Comment by simonw

1 month ago

I work in Python which helps a lot because there are a TON of good examples of pytest tests floating around in the training data, including things like usage of fixture libraries for mocking external HTTP APIs and snapshot testing and other neat patterns.

Or I can say "use pytest-httpx to mock the endpoints" and Claude knows what I mean.

Keeping an eye on the tests is important. The most common anti-pattern I see is large amounts of duplicated test setup code - which isn't a huge deal, I'm much more more tolerant of duplicated logic in tests than I am in implementation, but it's still worth pushing back on.

"Refactor those tests to use pytest.mark.parametrize" and "extract the common setup into a pytest fixture" work really well there.

Generally though the best way to get good tests out of a coding agent is to make sure it's working in a project with an existing test suite that uses good patterns. Coding agents pick the existing patterns up without needing any extra prompting at all.

I find that once a project has clean basic tests the new tests added by the agents tend to match them in quality. It's similar to how working on large projects with a team of other developers work - keeping the code clean means when people look for examples of how to write a test they'll be pointed in the right direction.

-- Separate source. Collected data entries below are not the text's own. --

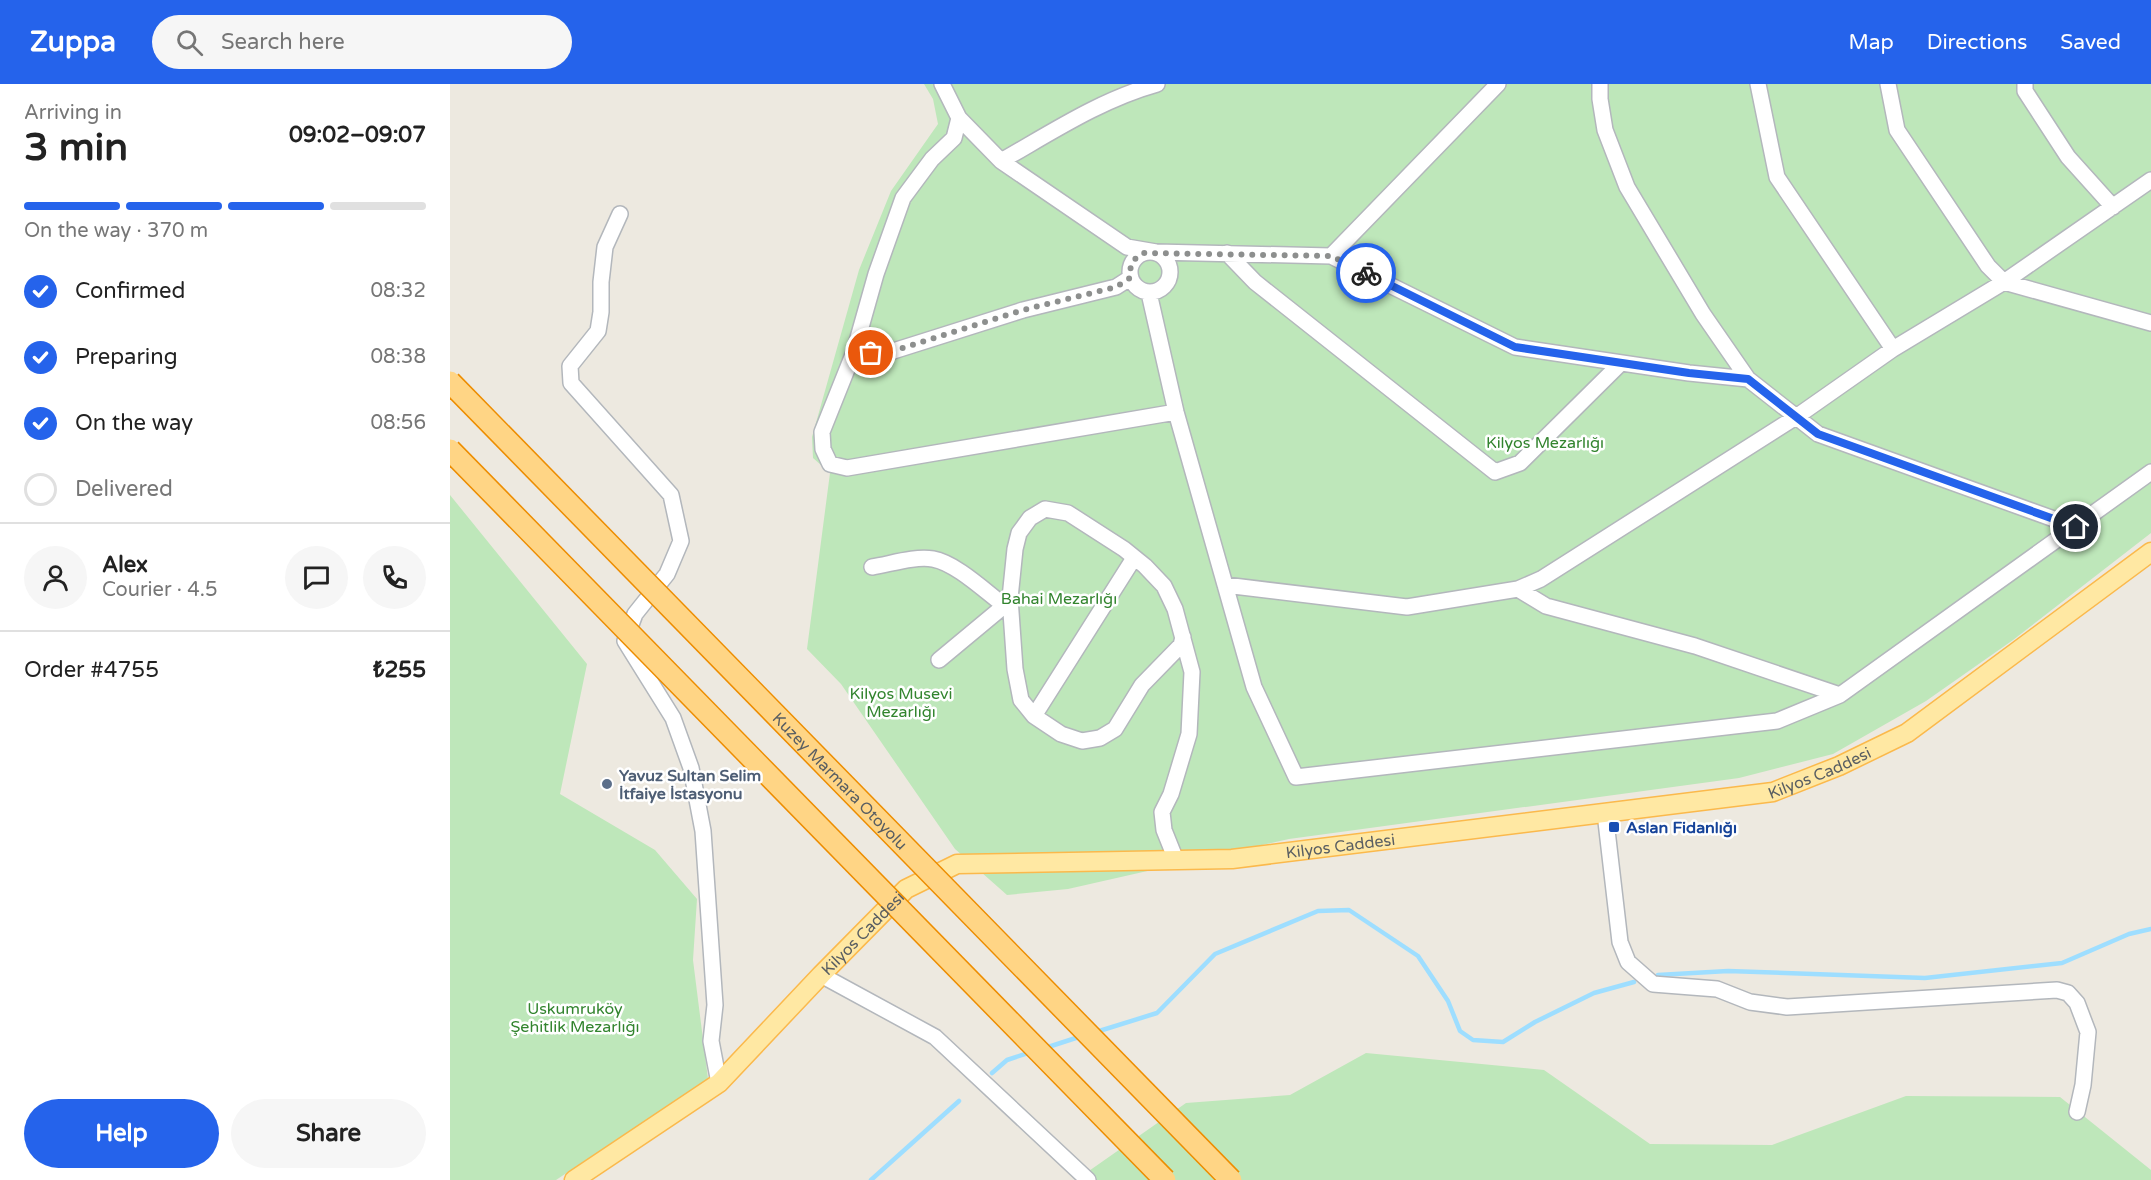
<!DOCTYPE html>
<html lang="en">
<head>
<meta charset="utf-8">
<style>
  body { margin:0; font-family:"Varela Round",sans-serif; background:#f6f6f6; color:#222; height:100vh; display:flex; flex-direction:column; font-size:22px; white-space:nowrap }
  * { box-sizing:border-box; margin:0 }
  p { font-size:20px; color:#767676 }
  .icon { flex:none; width:33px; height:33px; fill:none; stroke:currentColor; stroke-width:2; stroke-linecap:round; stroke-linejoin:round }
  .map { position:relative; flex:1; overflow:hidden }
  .details { display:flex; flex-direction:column; background:#fff; width:450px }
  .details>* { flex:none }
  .pin { position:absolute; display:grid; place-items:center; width:51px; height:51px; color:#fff; margin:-26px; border:3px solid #fff; border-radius:50%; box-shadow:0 2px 6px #0007 }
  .courier { position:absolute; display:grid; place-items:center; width:60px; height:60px; margin:-30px; border:4px solid #2563eb; border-radius:50%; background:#fff; color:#222; box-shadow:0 2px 8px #0007 }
  .overview em { font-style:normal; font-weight:800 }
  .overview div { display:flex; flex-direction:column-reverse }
  .overview { display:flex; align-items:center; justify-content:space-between; height:102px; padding:0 24px }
  h1 { font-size:39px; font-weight:800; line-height:45px }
  .bar { display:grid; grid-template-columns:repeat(4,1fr); gap:9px 6px; align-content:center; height:72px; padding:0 24px }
  .bar i { height:8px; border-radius:4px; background:#e0e0e0 }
  .bar .active { background:#2563eb }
  .bar p { grid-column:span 4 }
  .line { display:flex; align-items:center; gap:15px; padding:0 24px; border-top:2px solid #e0e0e0 }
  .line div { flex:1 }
  .round { display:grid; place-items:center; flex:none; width:63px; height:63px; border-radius:32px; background:#f6f6f6 }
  ol { padding:0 24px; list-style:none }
  li { display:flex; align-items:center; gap:18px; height:66px }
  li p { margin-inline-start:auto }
  li .icon { padding:6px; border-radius:50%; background:#2563eb; color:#fff; stroke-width:4 }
  li:last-child { color:#767676 }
  li i { width:33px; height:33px; border:3px solid #e0e0e0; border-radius:50% }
  .action { display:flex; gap:12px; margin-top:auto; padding:12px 24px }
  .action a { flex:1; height:69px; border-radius:36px; background:#2563eb; color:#fff; font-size:24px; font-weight:800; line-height:69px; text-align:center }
  .action a+a { background:#f6f6f6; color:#222 }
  header { display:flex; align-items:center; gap:36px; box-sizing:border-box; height:84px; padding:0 30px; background:#2563eb; color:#fff }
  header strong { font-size:28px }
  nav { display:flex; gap:33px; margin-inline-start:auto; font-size:21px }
  .search { width:420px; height:54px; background:#f6f6f6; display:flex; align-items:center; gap:15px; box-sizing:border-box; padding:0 21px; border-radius:33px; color:#767676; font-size:22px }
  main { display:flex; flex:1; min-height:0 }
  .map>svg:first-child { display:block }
  .green { fill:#bee7ba }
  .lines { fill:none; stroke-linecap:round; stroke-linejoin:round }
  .stream { stroke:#9edeff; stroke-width:4.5 }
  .minor-casing { stroke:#b3b7bc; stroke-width:18 }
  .major-casing { stroke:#fbb94c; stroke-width:21 }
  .minor { stroke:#fff; stroke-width:15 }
  .major { stroke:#ffe8a3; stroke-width:18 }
  .highway-bridge-casing { stroke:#ed8d00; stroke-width:24; stroke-linecap:butt }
  .highway-bridge { stroke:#ffd585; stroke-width:21 }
  .done { stroke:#8d8f8e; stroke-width:6; stroke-dasharray:0 10.8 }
  .route { stroke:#2563eb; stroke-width:8 }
  .service-dot { fill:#5c6f8a; stroke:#fff; stroke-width:2 }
  .transit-dot { fill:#1a4fb4; stroke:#fff; stroke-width:2 }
  .labels { text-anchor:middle; stroke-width:5; stroke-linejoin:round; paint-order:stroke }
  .park-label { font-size:16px; fill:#32842e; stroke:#fff }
  .street-label { font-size:16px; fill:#595e62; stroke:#fff }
  .service-label { font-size:16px; font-weight:bold; fill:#4e5e75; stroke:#fff; text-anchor:start }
  .transit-label { font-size:16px; font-weight:bold; fill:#164399; stroke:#fff; text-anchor:start }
</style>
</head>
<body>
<header>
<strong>Zuppa</strong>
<div class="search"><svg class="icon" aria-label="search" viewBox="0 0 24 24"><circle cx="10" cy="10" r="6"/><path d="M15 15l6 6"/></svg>Search here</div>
<nav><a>Map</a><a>Directions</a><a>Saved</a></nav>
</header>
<main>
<section class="details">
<div class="overview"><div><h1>3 min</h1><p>Arriving in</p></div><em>09:02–09:07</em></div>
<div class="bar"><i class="active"></i><i class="active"></i><i class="active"></i><i></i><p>On the way · 370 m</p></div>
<ol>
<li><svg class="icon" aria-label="check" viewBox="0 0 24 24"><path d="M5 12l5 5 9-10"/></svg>Confirmed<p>08:32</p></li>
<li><svg class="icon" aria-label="check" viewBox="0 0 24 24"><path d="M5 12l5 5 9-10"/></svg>Preparing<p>08:38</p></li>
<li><svg class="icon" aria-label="check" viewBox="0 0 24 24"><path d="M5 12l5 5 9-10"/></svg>On the way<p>08:56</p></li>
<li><i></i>Delivered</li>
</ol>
<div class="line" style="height:108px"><a class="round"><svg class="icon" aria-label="person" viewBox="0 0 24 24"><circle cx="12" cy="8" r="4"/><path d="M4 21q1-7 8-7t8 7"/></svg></a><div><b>Alex</b><p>Courier · 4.5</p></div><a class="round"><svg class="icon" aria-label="chat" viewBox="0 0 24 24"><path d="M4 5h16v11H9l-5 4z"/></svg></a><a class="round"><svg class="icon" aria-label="phone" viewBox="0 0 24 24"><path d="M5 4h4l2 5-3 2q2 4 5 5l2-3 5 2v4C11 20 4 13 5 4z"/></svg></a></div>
<div class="line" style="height:78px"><div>Order #4755</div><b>₺255</b></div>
<div class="action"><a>Help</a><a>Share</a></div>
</section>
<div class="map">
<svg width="1701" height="1096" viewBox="0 0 1701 1096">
  <rect width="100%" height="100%" fill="#ede9e0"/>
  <path class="green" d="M 474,0 L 1701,0 L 1701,449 L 1563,556 L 1476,617 L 1383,670 L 1289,694 L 839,755 L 618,805 L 557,811 L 505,765 L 391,600 L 357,565 L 380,389 L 363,374 L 362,353 L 409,186 L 441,107 L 488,40 L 483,15 Z
    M 0,411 L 137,580 L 110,710 L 205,766 L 247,815 L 243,876 L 258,995 L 106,1096 L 0,1096 Z
    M 916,969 L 1094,986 L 1200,1060 L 1322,1061 L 1456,1012 L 1610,1013 L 1701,1086 L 1701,1096 L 626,1096 L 736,1019 L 840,1011 Z"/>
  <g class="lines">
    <path class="stream" d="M 1208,891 L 1278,887 L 1475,894 L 1612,879 L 1679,850 L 1701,845
      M 646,948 L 707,929 L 765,870 L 868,827 L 899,826 L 968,872 L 998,917 L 1010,947 L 1023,956 L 1053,958 L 1085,938 L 1144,909 L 1184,898
      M 595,964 L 632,952
      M 542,989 L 557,976 L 581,968
      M 421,1096 L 509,1017"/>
    <g class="minor-casing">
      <path id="minor" d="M 492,0 L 509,34 L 551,77 L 677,163 L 706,168 L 881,172 L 1065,263 L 1239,289 L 1298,295
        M 1150,0 L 1150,15 L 1155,46 L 1177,103 L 1253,230 L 1298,295 L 1368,350 L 1626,443
        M 1308,0 L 1327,93 L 1443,265
        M 1438,0 L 1447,46 L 1538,182 L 1554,198 L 1701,239
        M 1575,0 L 1575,7 L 1618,73 L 1663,123
        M 509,34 L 504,54 L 482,75 L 453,114 L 426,190 L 404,268 L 437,269 L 573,226 L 666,203 L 680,194
        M 551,77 C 602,48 650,16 707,0
        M 170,130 L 155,163 L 151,198 L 151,228 L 148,247 L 120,282 L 121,299 L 221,411 L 231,457 L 217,490 L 185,530 L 175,557 L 223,634 L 241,684 L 253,747 L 265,921 L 261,957 L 269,999
        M680 188a20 20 0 1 1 40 0a20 20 0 1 1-40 0Z
        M 777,169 L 805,198 L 1045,388 L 1070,379 L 1171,279
        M 881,172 L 1048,0
        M 699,209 L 726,328 L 804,603 L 846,693 L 1327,637 L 1390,611 L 1701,388
        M 404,268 L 372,348 L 373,365 L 380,380 L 397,384 L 726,328
        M 422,483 C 441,480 464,472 483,475 C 506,479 536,508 555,522
        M 775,501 L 957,523 L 1068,505 L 1091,495 L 1346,333 L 1443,265 L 1554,198 L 1701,96
        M 1068,505 L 1096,522 L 1245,562 L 1390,611
        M 489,576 L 560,517
        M 584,632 L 684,474
        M 1155,729 L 1170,858 L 1178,878 L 1203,900 L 1267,905 L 1300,918 L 1337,923 L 1607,906 L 1618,909 L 1627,919 L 1638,948 L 1633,1001 L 1627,1028
        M 726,776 L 714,746 L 712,728 L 721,710 L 739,650 L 742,588 L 725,525 L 714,502 L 695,482 L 674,465 L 618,429 L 595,425 L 580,434 L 569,449 L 565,465 L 560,514 L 565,585 L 571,616 L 584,632 L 611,650 L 632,657 L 650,654 L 665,645 L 692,601 L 731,561 L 733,553
        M 371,891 L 485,953 L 638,1096"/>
    </g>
    <g class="major-casing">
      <g id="major">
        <path id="s1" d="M 124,1096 L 269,999 L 371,891 L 456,805 L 507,780 L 782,775 L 1323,708 L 1389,682 L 1457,649 L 1701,468"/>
      </g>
    </g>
    <use href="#minor" class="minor"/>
    <use href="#major" class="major"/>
    <g class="highway-bridge-casing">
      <g id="highway-bridge">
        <path id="s2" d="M 0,298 L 781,1096"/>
        <path d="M 0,366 L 715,1096"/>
      </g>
    </g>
    <use href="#highway-bridge" class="highway-bridge"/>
  </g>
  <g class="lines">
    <path class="done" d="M 421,269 L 437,269 L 573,226 L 666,203 L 680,194 C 679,183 683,174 693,169 L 881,172 L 916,189"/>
    <path class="route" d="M 916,189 L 1065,263 L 1239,289 L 1298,295 L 1368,350 L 1626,443"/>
  </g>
  <circle class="service-dot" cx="157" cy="700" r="6"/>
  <rect class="transit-dot" x="1158" y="737" width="12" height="12" rx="3"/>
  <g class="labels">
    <g class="park-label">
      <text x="1095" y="364">Kilyos Mezarlığı</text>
      <text x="609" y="520">Bahai Mezarlığı</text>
      <text x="451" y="615">Kilyos Musevi<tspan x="451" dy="18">Mezarlığı</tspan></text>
      <text x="125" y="930">Uskumruköy<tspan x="125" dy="18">Şehitlik Mezarlığı</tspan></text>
    </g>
    <g class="street-label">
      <text dy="6" stroke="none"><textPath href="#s1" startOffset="1371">Kilyos Caddesi</textPath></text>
      <text dy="6" stroke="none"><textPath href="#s2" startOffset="558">Kuzey Marmara Otoyolu</textPath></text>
      <text dy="6" stroke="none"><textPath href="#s1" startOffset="885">Kilyos Caddesi</textPath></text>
      <text dy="6" stroke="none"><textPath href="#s1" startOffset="382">Kilyos Caddesi</textPath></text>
    </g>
    <g class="service-label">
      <text x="169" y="697">Yavuz Sultan Selim<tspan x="169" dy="18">İtfaiye İstasyonu</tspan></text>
    </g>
    <g class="transit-label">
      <text x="1176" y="749">Aslan Fidanlığı</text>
    </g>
  </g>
</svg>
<div class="pin" style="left:421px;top:269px;background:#ea580c"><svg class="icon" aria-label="bag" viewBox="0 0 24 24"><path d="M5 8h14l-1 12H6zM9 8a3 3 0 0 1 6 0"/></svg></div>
<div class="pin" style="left:1626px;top:443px;background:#1f2937"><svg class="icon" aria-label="home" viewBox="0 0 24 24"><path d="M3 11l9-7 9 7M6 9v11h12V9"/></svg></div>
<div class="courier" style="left:916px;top:189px"><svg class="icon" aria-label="bike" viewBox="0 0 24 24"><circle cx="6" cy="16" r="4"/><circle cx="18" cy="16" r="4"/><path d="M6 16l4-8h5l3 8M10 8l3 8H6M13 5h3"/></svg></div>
</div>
</main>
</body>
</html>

One last tip I use a lot is this:

  Clone datasette/datasette-enrichments
  from GitHub to /tmp and imitate the
  testing patterns it uses

I do this all the time with different existing projects I've written - the quickest way to show an agent how you like something to be done is to have it look at an example.

2 comments

simonw

disgruntledphd2 1 month ago

> Generally though the best way to get good tests out of a coding agent is to make sure it's working in a project with an existing test suite that uses good patterns. Coding agents pick the existing patterns up without needing any extra prompting at all.

Yeah, this is where I too have seen better results. The worse ones have been in places where it was greenfield and I didn't have an amazing idea of how to write tests (a data person working on a django app).

Thanks for the information, that's super helpful!

thunspa 1 month ago

I work in Python as well and find Claude quite poor at writing proper tests, might be using it wrong. Just last week, I asked Opus to create a small integration test (with pre-existing examples) and it tried to create a 200-line file with 20 tests I didn't ask for.

I am not sure why, but it kept trying to do that, although I made several attempts.

Ended up writing it on my own, very odd. This was in Cursor, however.